## What you are asked to do
Among the entries below, count each line holding the word "elements". Write only the number.

## Record set
++++++++++

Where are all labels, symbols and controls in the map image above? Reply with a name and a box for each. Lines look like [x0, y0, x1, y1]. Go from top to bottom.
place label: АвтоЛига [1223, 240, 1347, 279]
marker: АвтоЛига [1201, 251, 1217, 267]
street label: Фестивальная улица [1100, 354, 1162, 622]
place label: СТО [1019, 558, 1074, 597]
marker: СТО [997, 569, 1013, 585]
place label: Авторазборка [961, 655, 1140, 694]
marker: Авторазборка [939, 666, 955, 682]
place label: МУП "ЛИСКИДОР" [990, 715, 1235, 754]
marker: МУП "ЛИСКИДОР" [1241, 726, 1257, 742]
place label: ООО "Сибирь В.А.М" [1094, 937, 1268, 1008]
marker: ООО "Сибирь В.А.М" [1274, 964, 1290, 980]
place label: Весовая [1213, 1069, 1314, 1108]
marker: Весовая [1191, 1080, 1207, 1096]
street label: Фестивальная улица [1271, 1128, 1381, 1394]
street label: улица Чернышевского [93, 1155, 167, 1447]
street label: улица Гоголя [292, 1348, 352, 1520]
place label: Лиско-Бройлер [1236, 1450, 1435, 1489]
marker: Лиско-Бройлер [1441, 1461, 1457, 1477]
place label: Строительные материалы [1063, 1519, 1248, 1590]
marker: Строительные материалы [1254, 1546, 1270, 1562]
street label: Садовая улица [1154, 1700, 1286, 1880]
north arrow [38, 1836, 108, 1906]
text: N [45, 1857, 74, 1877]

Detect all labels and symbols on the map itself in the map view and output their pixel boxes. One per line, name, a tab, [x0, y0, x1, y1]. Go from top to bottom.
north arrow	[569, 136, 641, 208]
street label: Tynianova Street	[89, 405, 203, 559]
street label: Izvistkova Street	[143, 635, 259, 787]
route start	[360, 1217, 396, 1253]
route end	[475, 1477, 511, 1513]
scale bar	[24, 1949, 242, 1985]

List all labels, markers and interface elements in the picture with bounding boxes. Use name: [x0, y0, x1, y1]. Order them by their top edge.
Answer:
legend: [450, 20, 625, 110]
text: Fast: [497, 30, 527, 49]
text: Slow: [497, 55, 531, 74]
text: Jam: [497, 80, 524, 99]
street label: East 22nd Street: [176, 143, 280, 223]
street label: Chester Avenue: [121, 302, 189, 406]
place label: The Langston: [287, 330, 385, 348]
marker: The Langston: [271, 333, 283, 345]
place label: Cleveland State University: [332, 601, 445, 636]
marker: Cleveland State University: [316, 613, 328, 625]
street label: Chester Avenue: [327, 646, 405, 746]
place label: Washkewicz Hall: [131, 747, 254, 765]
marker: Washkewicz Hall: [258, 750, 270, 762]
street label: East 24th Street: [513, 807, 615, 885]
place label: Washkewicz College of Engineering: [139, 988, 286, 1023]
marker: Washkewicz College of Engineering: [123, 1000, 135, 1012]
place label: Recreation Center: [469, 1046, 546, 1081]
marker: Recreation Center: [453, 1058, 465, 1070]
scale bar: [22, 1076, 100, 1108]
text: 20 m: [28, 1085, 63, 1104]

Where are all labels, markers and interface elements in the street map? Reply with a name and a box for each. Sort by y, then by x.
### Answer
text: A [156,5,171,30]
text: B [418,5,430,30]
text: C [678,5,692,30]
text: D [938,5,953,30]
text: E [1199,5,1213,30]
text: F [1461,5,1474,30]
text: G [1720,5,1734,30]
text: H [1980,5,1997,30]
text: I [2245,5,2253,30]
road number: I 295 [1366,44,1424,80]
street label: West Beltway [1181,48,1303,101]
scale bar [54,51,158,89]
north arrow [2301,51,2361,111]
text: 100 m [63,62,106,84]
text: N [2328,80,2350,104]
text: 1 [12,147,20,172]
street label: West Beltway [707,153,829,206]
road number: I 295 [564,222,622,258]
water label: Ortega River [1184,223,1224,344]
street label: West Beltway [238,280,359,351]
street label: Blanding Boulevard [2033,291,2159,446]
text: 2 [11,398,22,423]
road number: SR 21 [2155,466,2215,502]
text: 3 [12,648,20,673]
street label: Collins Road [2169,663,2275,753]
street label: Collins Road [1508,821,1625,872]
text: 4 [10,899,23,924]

++++++++++

## Solution for this problem
2